Na capital paraense, a gasolina passou de R$ 5,93 para R$ 6,94 entre o início de março e a primeira semana de abril, uma alta de 17%. Já o etanol subiu de R$ 4,85 para R$ 5,20 no mesmo período.
Para quem depende do carro para trabalhar, o impacto é direto. O motorista de aplicativo e vigilante Renato Evangelista, de 42 anos, relata dificuldades para manter a rotina. “É complicado. O combustível cada vez que passa aumenta mais. A condição fica muito difícil para nós”, revela.

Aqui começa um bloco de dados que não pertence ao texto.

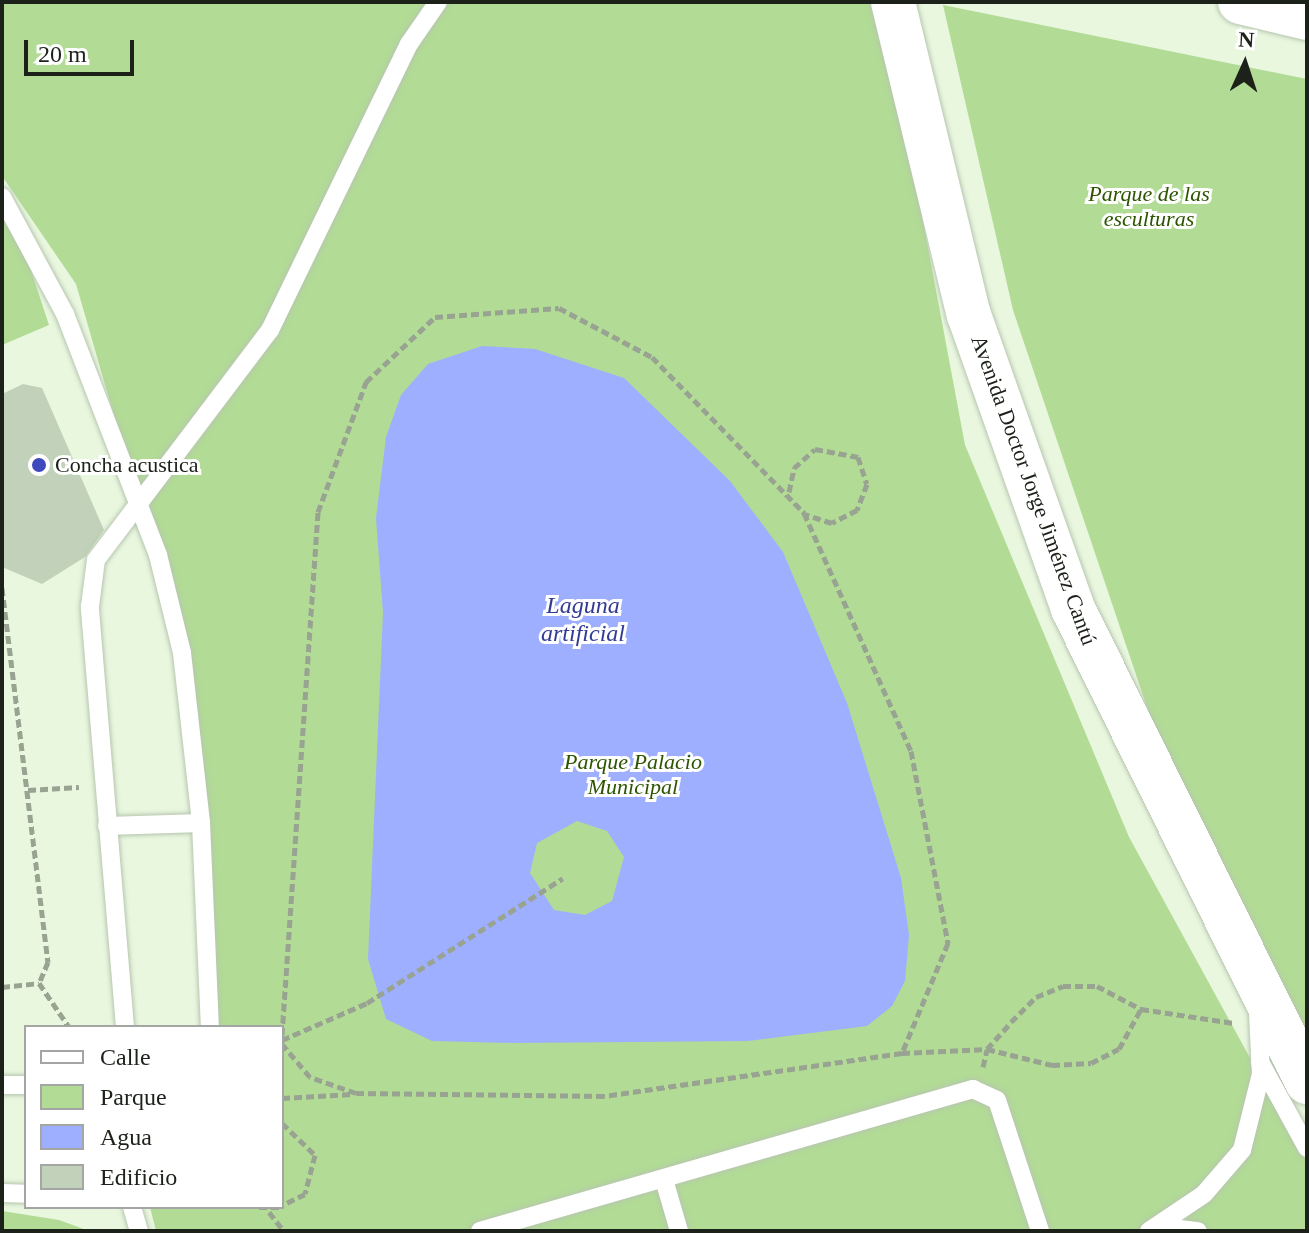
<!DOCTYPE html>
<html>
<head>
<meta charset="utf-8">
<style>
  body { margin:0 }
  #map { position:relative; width:1309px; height:1233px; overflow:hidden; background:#e9f7df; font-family:"Times New Roman",serif }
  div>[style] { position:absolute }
  .green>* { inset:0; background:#b2db96 }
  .water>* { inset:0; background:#9daffe }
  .building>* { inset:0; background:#c2d1b9 }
  .path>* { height:5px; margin-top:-2.5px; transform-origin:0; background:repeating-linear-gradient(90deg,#98a391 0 8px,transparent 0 12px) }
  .roads { filter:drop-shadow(0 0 2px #b7c6af) drop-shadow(0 0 2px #b7c6af) }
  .service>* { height:18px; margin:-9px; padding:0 9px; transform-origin:9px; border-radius:9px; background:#fff }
  .secondary>* { height:44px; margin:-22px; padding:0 22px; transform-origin:22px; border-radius:22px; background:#fff }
  .dots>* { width:22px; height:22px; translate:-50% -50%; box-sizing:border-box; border:4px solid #fff; border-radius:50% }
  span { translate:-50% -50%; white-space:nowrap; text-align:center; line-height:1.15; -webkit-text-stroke:6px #fff; paint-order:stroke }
  .park-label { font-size:22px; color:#2d5500; font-style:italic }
  .poi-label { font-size:22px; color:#1c2119 }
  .left { translate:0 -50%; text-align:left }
  .street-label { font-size:22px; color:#1c2119 }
  .water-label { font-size:24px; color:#323b94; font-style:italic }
  .frame { position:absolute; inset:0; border:4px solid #1c2119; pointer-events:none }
  .legend { position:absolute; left:24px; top:1025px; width:260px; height:184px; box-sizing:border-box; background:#fff; border:2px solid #a4a6a3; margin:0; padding:10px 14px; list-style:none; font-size:24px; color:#1c2119 }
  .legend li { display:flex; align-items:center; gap:16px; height:40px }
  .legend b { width:40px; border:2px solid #a4a6a3 }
  .north { position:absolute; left:1205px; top:24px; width:80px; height:80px; -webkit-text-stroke:6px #fff; paint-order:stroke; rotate:3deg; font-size:22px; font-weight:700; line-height:32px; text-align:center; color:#1c2119 }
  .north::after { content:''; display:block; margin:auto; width:28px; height:36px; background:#1c2119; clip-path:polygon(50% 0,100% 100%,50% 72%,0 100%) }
  .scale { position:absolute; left:24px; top:40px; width:110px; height:36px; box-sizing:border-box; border:4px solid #1c2119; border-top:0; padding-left:10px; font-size:24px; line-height:28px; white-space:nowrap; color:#1c2119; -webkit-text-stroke:6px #fff; paint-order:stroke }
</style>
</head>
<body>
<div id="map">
  <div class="green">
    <i style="clip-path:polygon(2px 2px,882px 2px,965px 445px,1129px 837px,1307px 1162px,1307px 1231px,156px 1231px,150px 1207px,282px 1207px,282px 1027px,211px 1027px,196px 747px,155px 558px,76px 284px,2px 176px)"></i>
    <i style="clip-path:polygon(943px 5px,1307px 79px,1307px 1082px,1215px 909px,1013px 310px)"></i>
    <i style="clip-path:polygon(2px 213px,23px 246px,49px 325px,2px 345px)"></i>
    <i style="clip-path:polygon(2px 1211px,59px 1220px,89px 1231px,2px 1231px)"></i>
  </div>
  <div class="water">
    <i style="clip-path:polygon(evenodd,482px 346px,535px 349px,624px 378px,730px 481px,783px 552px,847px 703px,901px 878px,909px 935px,905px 981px,892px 1006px,867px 1026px,748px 1041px,514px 1043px,432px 1041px,386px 1019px,368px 959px,383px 613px,376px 518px,386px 437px,401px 395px,428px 364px,482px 346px,577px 821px,607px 831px,624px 857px,612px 901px,585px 915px,554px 910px,530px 873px,537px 843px,577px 821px)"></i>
  </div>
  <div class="building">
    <i style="clip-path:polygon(23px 384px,42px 388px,104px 530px,85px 557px,42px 584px,2px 567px,2px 394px)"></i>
  </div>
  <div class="path">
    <i style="left:789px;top:492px;width:25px;rotate:-78deg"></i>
    <i style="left:794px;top:468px;width:28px;rotate:-42deg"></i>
    <i style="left:815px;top:449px;width:44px;rotate:10.5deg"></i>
    <i style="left:858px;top:457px;width:28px;rotate:72deg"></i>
    <i style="left:867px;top:484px;width:28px;rotate:111deg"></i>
    <i style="left:857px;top:510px;width:28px;rotate:153deg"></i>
    <i style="left:832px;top:523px;width:29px;rotate:-162deg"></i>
    <i style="left:2px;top:588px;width:377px;rotate:83deg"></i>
    <i style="left:48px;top:962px;width:23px;rotate:113deg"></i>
    <i style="left:28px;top:790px;width:51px;rotate:-3.4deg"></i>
    <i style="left:39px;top:983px;width:53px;rotate:55.7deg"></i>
    <i style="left:2px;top:987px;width:37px;rotate:-6deg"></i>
    <i style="left:282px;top:1035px;width:524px;rotate:-86.06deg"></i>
    <i style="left:318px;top:512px;width:139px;rotate:-69.7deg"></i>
    <i style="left:366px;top:382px;width:95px;rotate:-43.3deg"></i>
    <i style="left:435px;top:317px;width:124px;rotate:-4.2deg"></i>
    <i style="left:559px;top:308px;width:105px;rotate:27.8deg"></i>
    <i style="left:652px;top:357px;width:218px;rotate:45.7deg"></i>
    <i style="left:804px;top:513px;width:261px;rotate:65.8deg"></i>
    <i style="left:911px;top:751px;width:196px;rotate:79.1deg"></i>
    <i style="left:948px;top:943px;width:119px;rotate:112.7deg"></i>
    <i style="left:902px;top:1053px;width:301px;rotate:171.8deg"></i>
    <i style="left:604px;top:1096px;width:248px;rotate:-179.3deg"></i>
    <i style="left:356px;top:1093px;width:49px;rotate:-160.8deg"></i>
    <i style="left:310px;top:1077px;width:43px;rotate:-130.3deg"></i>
    <i style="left:282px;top:1040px;width:93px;rotate:-23.5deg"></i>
    <i style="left:367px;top:1003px;width:232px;rotate:-32.5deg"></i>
    <i style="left:902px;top:1053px;width:85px;rotate:-2.7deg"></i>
    <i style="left:987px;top:1049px;width:67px;rotate:13.8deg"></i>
    <i style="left:1052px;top:1065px;width:39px;rotate:-3deg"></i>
    <i style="left:1091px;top:1063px;width:31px;rotate:-27deg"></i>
    <i style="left:1119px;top:1049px;width:46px;rotate:-61.2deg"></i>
    <i style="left:1141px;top:1009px;width:94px;rotate:8.6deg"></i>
    <i style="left:983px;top:1067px;width:18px;rotate:-77deg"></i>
    <i style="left:987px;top:1049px;width:36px;rotate:-48deg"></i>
    <i style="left:1011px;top:1022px;width:35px;rotate:-45deg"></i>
    <i style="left:1036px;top:997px;width:29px;rotate:-22deg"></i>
    <i style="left:1063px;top:986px;width:34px"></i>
    <i style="left:1097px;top:986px;width:50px;rotate:27.6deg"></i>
    <i style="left:282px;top:1098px;width:71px;rotate:-3.2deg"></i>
    <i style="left:282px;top:1123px;width:46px;rotate:44.1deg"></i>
    <i style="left:315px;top:1155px;width:40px;rotate:104.4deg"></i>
    <i style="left:305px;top:1194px;width:25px;rotate:154deg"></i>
    <i style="left:259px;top:1207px;width:20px"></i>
    <i style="left:269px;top:1212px;width:24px;rotate:52deg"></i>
  </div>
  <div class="roads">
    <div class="service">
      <i style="left:2px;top:197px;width:133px;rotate:61.7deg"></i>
      <i style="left:65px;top:314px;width:258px;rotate:68.9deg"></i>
      <i style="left:158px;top:555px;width:101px;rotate:76.2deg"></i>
      <i style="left:182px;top:653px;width:171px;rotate:83.6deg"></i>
      <i style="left:201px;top:823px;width:204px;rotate:87.5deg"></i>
      <i style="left:107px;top:826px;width:94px;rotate:-1.8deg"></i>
      <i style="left:125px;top:1027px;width:422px;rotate:-94.8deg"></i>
      <i style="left:90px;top:606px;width:46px;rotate:-82.6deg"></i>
      <i style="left:96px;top:560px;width:288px;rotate:-52.9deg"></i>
      <i style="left:270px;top:330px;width:318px;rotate:-64.1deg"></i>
      <i style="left:409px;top:44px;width:51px;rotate:-55.4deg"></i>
      <i style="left:1260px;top:1062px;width:98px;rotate:61.3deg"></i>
      <i style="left:2px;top:1085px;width:24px"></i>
      <i style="left:665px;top:1183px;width:50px;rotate:73.7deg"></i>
      <i style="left:2px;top:1193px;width:24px;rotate:2deg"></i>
      <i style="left:132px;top:1207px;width:25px;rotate:74deg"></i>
      <i style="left:1164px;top:1227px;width:34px;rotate:7deg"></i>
      <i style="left:480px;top:1231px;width:513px;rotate:-16.07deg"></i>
      <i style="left:973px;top:1089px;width:26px;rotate:25deg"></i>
      <i style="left:997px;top:1100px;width:138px;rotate:71.8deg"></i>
      <i style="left:1149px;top:1231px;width:66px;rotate:-33.9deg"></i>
      <i style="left:1204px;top:1194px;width:58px;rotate:-49.2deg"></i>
      <i style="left:1242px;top:1150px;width:78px;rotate:-76deg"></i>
      <i style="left:1261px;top:1074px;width:62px;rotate:-92.8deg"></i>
    </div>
    <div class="secondary">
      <i style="left:893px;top:2px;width:322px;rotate:76.4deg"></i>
      <i style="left:969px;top:315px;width:312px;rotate:70.5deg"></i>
      <i style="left:1073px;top:609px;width:528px;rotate:63.68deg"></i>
      <i style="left:1240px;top:2px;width:69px;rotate:13.4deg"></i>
    </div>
  </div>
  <div class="dots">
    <i style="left:39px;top:465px;background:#3e49bd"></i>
  </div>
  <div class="park-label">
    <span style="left:1149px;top:206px">Parque de las<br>esculturas</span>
    <span style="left:633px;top:774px">Parque Palacio<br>Municipal</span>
  </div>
  <div class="poi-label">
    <span class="left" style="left:55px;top:465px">Concha acustica</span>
  </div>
  <div class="street-label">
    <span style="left:1034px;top:490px;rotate:70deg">Avenida Doctor Jorge Jiménez Cantú</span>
  </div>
  <div class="water-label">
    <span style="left:583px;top:620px">Laguna<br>artificial</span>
  </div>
  <div class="frame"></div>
  <ul class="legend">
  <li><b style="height:10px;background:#fff"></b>Calle</li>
  <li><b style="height:22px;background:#b2db96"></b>Parque</li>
  <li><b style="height:22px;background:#9daffe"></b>Agua</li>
  <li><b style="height:22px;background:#c2d1b9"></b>Edificio</li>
  </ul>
  <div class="north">N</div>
  <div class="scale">20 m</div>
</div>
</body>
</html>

Com jornada dupla, ele afirma que não há como se adaptar ao cenário atual. “Não tem como falar que a gente vai se adaptar com o valor que está, cada dia crescendo mais ainda.” Segundo Renato, o gasto com combustível já compromete cerca de 40% da renda. “Não só eu, como vários colegas. Tem gente que paga carro alugado, aí pesa ainda mais”,
A alternativa tem sido ajustar o abastecimento conforme o faturamento. “Dependendo de como a gente está ganhando, abastece um tanque ou meio tanque”, explica. Ele também destaca a preocupação com a qualidade do combustível. “É melhor abastecer em um posto que você já conhece. Em alguns lugares é um risco.”
O aumento também tem mudado a rotina de quem utiliza o carro apenas para deslocamentos. O servidor público Ricardo Betencort, de 62 anos, conta que precisou cortar gastos. “Já prejudicou alimentação, contas, dívidas. Foi um aperto em casa.”
Para economizar, ele passou a reduzir o uso do veículo. “Agora, para andar de carro, só no fim de semana. Quando não tem, pego ônibus.” Segundo ele, se utilizasse o carro diariamente, o impacto poderia chegar a até 20% do orçamento.
De acordo com o economista e conselheiro do Corecon PA/AP, Nélio Bordalo Filho, a alta dos combustíveis é resultado de fatores internos e externos. Entre eles, estão o aumento do preço internacional do petróleo, a desvalorização do real frente ao dólar e os custos logísticos mais elevados na região Norte.
“O petróleo segue como referência para os preços internos, e o câmbio amplifica esse efeito. Além disso, há influência de conflitos internacionais, como a tensão entre Estados Unidos e Irã”, explica.
Os reflexos vão além dos postos. “O aumento dos combustíveis encarece o transporte de mercadorias, pressionando preços de alimentos e produtos básicos. Na região Norte, onde a logística já é mais cara, esse impacto é ainda maior”, afirma.
Na prática, isso atinge toda a população. “O custo do frete é repassado, e mesmo quem não tem veículo sente no bolso”, conclui.